The big barrier here is that the company would only be interested in pieces of Avid rather than the whole company.
This is an interesting transaction to consider. Unlike most other potential suitors, Blackmagic understands selling hardware and software.
Blackmagic also has a history of acquiring struggling companies (Davinci, Cintel, EchoLab). Even the acquisitions of Teranex, which had a large patent portfolio and was termed "a strategic acquisition" by Grant Petty, was probably not done at an outrageous premium given that it never really found a home in the portfolios of its 4 previous owners.
Blackmagic looks like a disciplined and opportunistic buyer, not a company that pays huge multiples with the hope of achieving "synergies" somewhere down the line. As such, I can really only see it being interested in an acquisition at a bargain basement price. Even then, I suspect it would need substantial support from institutional investors to raise the necessary funds.
A challenge with acquiring Avid is that Blackmagic is good at disrupting in terms of price / performance ratios. It cut prices after acquiring Davinci, and it followed a similar play-book with Teranex. It is now disrupting the camera market with the Blackmagic Cinema Camera. I'm not sure that the same opportunities to cut prices and grow the market exist with Avid's product lines.
Management Buyout with Private Equity
These days, management buyouts seem to be a popular course of action for struggling tech companies. Michael Dell is in the process of doing this with his namesake company, Richard Schulze, founder of Best Buy is looking to do the same (although it looks like he didn't get the funding), and now Barnes & Noble pioneer Leonard Riggio wants to preserve his legacy.
I doubt this is in the cards for Avid. First, there isn't a founder or management team that is personally invested in the company's success like Dell, Schulze, and Riggio. These transactions are being driven by founders with large fortunes, big egos, and personal legacies that are bound to the success of the companies that they founded.
Avid's founder Bill Warner looks happy with his legacy of taking Avid public, selling Wildfire Communications to Orange, and mentoring entrepreneurs at TechStars and several other organizations. Given Greenfield's less than stellar financial track record, I can't see people lining up to behind him in a bid to take Avid private. Same goes with Hernandez.
Another strike against this option is that the best targets for leveraged buyouts are undervalued public companies with strong underlying cash flow. The standard play-book is to: 1) fund the buyout with debt; 2) cut costs and restructure the company while outside the glare of the public spotlight; and 3) exit the investment through a sale of the company or an IPO. Avid doesn't have the cash flow necessary to take on large amounts of debt and service it during a restructuring.

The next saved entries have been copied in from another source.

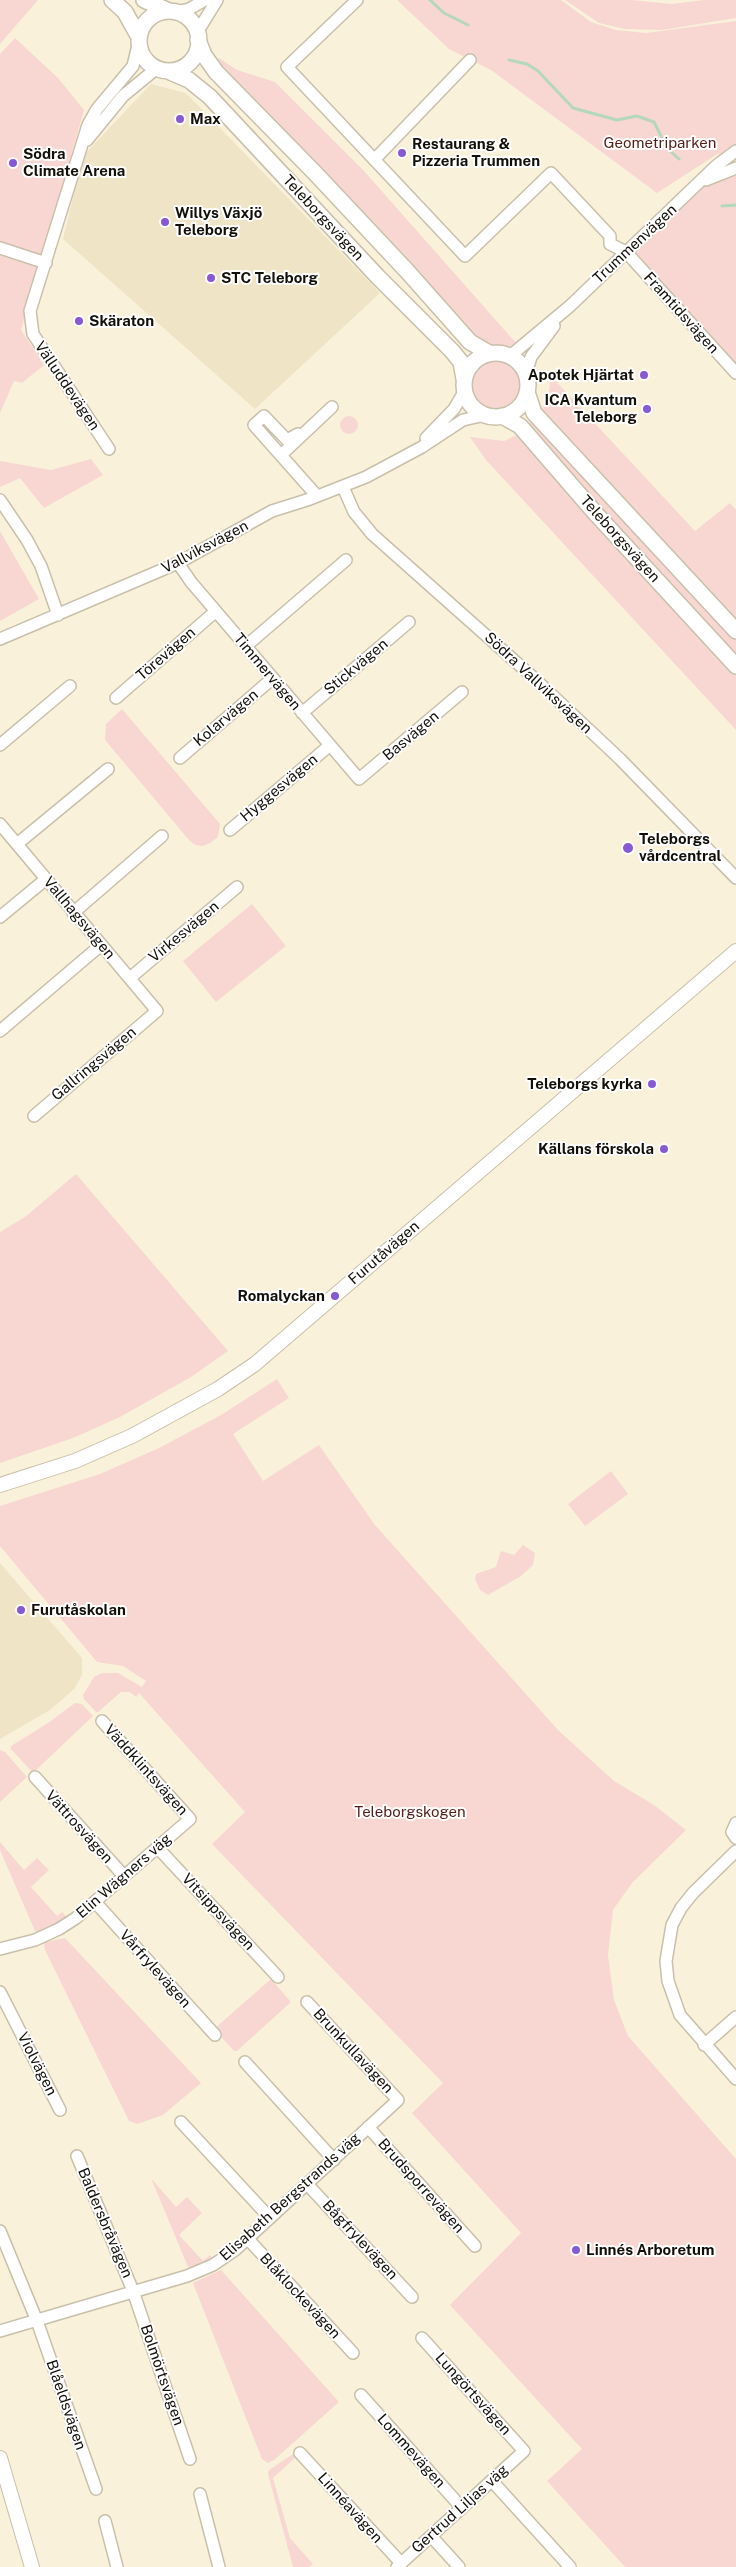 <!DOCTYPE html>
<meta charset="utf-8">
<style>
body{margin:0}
canvas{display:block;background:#f9f1da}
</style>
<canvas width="736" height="2567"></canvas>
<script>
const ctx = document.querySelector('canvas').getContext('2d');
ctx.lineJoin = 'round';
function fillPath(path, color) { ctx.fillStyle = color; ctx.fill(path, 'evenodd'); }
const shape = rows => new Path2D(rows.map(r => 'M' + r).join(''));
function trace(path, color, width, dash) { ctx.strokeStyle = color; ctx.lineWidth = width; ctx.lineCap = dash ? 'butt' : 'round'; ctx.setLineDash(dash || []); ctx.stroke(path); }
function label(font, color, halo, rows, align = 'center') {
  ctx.font = font + ' "Public Sans",sans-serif'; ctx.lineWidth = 4; ctx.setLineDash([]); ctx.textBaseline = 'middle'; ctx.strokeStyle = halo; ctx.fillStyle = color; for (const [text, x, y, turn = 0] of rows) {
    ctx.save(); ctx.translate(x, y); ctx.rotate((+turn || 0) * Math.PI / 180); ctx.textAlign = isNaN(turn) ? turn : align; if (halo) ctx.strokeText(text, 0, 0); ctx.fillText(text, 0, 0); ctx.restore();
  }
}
fillPath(shape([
 [151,84,186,93,380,293,255,409,63,239,83,156],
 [0,1563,82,1658,82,1675,74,1689,50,1710,0,1739]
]), '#efe4c6');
fillPath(shape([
 [0,0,38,0,0,44],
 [397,0,561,0,591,22,616,30,646,33,736,21,736,371,634,254,701,189,719,153,657,193,491,70,449,49],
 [565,0,632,0,672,4,704,0,736,0,736,18,662,30,625,29,599,23],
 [15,38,58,78,84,110,21,330,44,365,22,383,14,381,0,413,0,54],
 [219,58,237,70,275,82,364,171,516,343,502,349,487,346,467,330,409,260,217,60],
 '469 384a27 27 0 1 1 54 0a27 27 0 1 1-54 0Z',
 [551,376,695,531,730,503,736,510,736,730,486,460,470,437,504,441,517,435,540,413,548,399],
 '340 425a9 9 0 1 1 18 0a9 9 0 1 1-18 0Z',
 [91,459,103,475,44,508,20,478,0,487,0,461,51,470],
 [0,531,39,599,0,621],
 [122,709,220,824,218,837,210,843,203,846,195,845,189,840,105,740,106,724],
 [252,904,286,946,216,1002,183,961],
 [76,1174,228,1351,191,1377,120,1417,73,1438,0,1463,0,1232,25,1217],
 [277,1379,289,1398,233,1434,263,1481,319,1445,375,1525,558,1730,614,1781,654,1805,686,1830,632,1883,613,1910,608,1955,614,2000,628,2036,736,2159,736,2567,625,2567,547,2481,582,2449,450,2305,521,2233,412,2113,443,2083,212,1844,245,1812,139,1693,136,1697,130,1692,121,1692,97,1713,84,1699,83,1695,94,1677,102,1673,118,1673,142,1687,146,1681,123,1666,97,1662,0,1546,0,1506,100,1474,159,1448,221,1415],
 [611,1471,628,1494,585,1526,568,1504],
 [523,1545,535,1553,533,1565,521,1576,488,1595,480,1590,475,1579,476,1574,496,1567,501,1551,514,1555],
 [75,1703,82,1704,93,1716,33,1773,11,1749,11,1746,48,1723],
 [0,1750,5,1752,27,1777,0,1802],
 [0,1842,24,1870,37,1858,49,1870,31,1887,57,1916,62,1912,65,1915,65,1920,39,1933,35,1931,0,1850],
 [65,1938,201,2083,163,2115,137,2124,129,2121,45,1950,44,1944,46,1942],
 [271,1979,291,2002,237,2051,234,2051,214,2029],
 [151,2178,176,2207,187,2197,202,2213,179,2235,203,2261,210,2255,212,2258,209,2261,192,2268,188,2267],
 [221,2270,339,2402,274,2460,268,2463,262,2459,193,2283],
 [293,2454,296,2457,273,2478,290,2538,313,2564,309,2567,293,2567,268,2474,269,2470]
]), '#f8d7d2');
trace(shape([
 [430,0,444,13,468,25],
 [509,60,527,64,538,71,573,108,617,120,637,116,654,122,667,148,679,159],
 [722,206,736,205]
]), '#b5d7bb', 3);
const minor = shape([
 [357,0,287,67,465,256,551,173,610,236,610,244,626,252,736,373],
 [176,12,189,9,205,0],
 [196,29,201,26,217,0],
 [87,140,123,96,157,68],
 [375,159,470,60],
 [706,180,736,168],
 [0,248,46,263],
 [510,356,570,306,716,166,736,151],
 [526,374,531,357,554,326],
 [298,434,287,440,264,416,254,425,317,496],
 [426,438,454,409,464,392],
 [109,449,33,334,30,311,88,125,97,109,133,66,139,41],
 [281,455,332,407],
 [343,487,354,512,372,534,535,679,620,759,736,878],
 [0,500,27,540,41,566,58,615],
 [178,563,191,582,359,779,462,692],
 [0,639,178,563,272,511,310,499,366,477,422,447,463,420,485,415],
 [246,646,346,560],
 [116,698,216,611],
 [302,713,409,622],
 [0,745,70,686],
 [180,758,273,678],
 [0,824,157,1011,34,1116],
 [230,830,329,746],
 [17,844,108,769],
 [73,913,162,836],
 [0,917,46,879],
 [130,978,237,887],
 [0,1031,101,945],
 [35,1777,124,1876],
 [736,1823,732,1832,736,1838],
 [157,1847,278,1977],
 [736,1851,693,1893,681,1908,672,1925,666,1961,668,1981,680,2015,736,2079],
 [96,1903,215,2035],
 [0,1949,35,1940,59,1929,76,1918,190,1819,102,1721],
 [0,1992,60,2110],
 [704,2045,736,2017],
 [245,2062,334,2160],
 [181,2122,270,2218],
 [368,2127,475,2246],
 [77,2156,133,2291,190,2459],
 [307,2184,412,2297],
 [0,2231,37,2321,96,2489],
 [247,2238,353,2353],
 [0,2331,187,2276,213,2265,235,2250,398,2100,307,2002],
 [361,2395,462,2508],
 [300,2453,401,2563],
 [492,2481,570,2567],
 [200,2494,219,2567],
 [105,2521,117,2567],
 [431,2536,459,2567],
 [397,2567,524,2451,422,2338]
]);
const tertiary = shape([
 [0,1485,75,1461,132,1436,218,1389,255,1364,736,951],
 [0,2458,32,2567]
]);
const secondary = shape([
 [112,0,125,12,139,37],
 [144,0,169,11],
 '139 41a30 30 0 1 1 60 0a30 30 0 1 1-60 0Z',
 [198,40,204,55,216,72,315,173,407,271,470,342,489,353],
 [168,71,189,80,210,97,378,277,452,351,461,362,464,379],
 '464 385a32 32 0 1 1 64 0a32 32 0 1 1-64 0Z',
 [527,392,534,413,736,631],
 [502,416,520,426,597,515,736,666]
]);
trace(minor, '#c9c0ab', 14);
trace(tertiary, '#c9c0ab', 16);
trace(secondary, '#c9c0ab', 18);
trace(minor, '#fff', 11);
trace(tertiary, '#fff', 14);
trace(secondary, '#fff', 15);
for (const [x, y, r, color] of [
 [180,119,5,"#875ad4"],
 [402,153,5,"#875ad4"],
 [13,163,5,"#875ad4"],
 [165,222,5,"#875ad4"],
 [211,278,5,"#875ad4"],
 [79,321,5,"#875ad4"],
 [644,375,5,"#875ad4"],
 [647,409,5,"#875ad4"],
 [628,848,6,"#875ad4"],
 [652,1084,5,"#875ad4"],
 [664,1149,5,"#875ad4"],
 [335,1296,5,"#875ad4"],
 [21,1610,5,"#875ad4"],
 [576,2250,5,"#875ad4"]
]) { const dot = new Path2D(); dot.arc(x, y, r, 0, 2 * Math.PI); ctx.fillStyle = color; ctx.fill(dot); trace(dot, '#fff', 2); }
label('bold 15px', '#131009', '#fff', [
 ["Max",190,119],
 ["Restaurang &",412,144],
 ["Pizzeria Trummen",412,161],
 ["Södra",23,154],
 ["Climate Arena",23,171],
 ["Willys Växjö",175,213],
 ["Teleborg",175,230],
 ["STC Teleborg",221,278],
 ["Skäraton",89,321],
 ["Apotek Hjärtat",634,375,"right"],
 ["ICA Kvantum",637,400,"right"],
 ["Teleborg",637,417,"right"],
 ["Teleborgs",639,839],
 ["vårdcentral",639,856],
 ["Teleborgs kyrka",642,1084,"right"],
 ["Källans förskola",654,1149,"right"],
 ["Romalyckan",325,1296,"right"],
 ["Furutåskolan",31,1610],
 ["Linnés Arboretum",586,2250]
], 'left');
label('15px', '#551f19', '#fff', [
 ["Geometriparken",660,143],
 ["Teleborgskogen",410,1812]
]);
label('15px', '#131009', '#fff', [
 ["Teleborgsvägen",323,218,47],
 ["Trummenvägen",635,244,-43],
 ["Framtidsvägen",681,313,48],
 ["Välluddevägen",67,386,56],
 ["Teleborgsvägen",620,539,48],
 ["Vallviksvägen",205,547,-28],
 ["Törevägen",166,654,-41],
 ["Stickvägen",356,667,-40],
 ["Timmervägen",267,672,50],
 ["Södra Vallviksvägen",538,683,43],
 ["Kolarvägen",226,718,-40],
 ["Basvägen",411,736,-40],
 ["Hyggesvägen",279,788,-40],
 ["Vallhagsvägen",79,918,50],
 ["Virkesvägen",184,932,-40],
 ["Gallringsvägen",94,1064,-40],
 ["Furutåvägen",384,1253,-41],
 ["Väddklintsvägen",146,1770,48],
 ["Vättrosvägen",79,1827,48],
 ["Elin Wägners väg",124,1876,-41],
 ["Vitsippsvägen",218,1912,47],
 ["Vårfrylevägen",155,1969,48],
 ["Brunkullavägen",353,2051,47],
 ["Violvägen",37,2064,63],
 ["Brudsporrevägen",421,2186,48],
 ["Elisabeth Bergstrands väg",290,2197,-42],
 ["Baldersbråvägen",105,2223,67],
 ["Bågfrylevägen",360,2240,47],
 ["Blåklockevägen",300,2296,47],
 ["Bolmörtsvägen",162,2375,71],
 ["Lungörtsvägen",473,2394,48],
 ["Blåeldsvägen",66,2405,71],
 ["Lommevägen",411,2451,48],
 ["Linnéavägen",350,2508,48],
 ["Gertrud Liljas väg",460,2509,-42]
]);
</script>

With this type of transaction, the management team must quickly unlock new sources of growth or cut costs substantially. With Avid's track record and the structural challenges that it faces, I don't think Avid is a great candidate for this.
The bottom line is that unless Avid's financial situation takes a drastic turn for the worse, I would expect to see it continue along its current trajectory at the helm of Hernandez.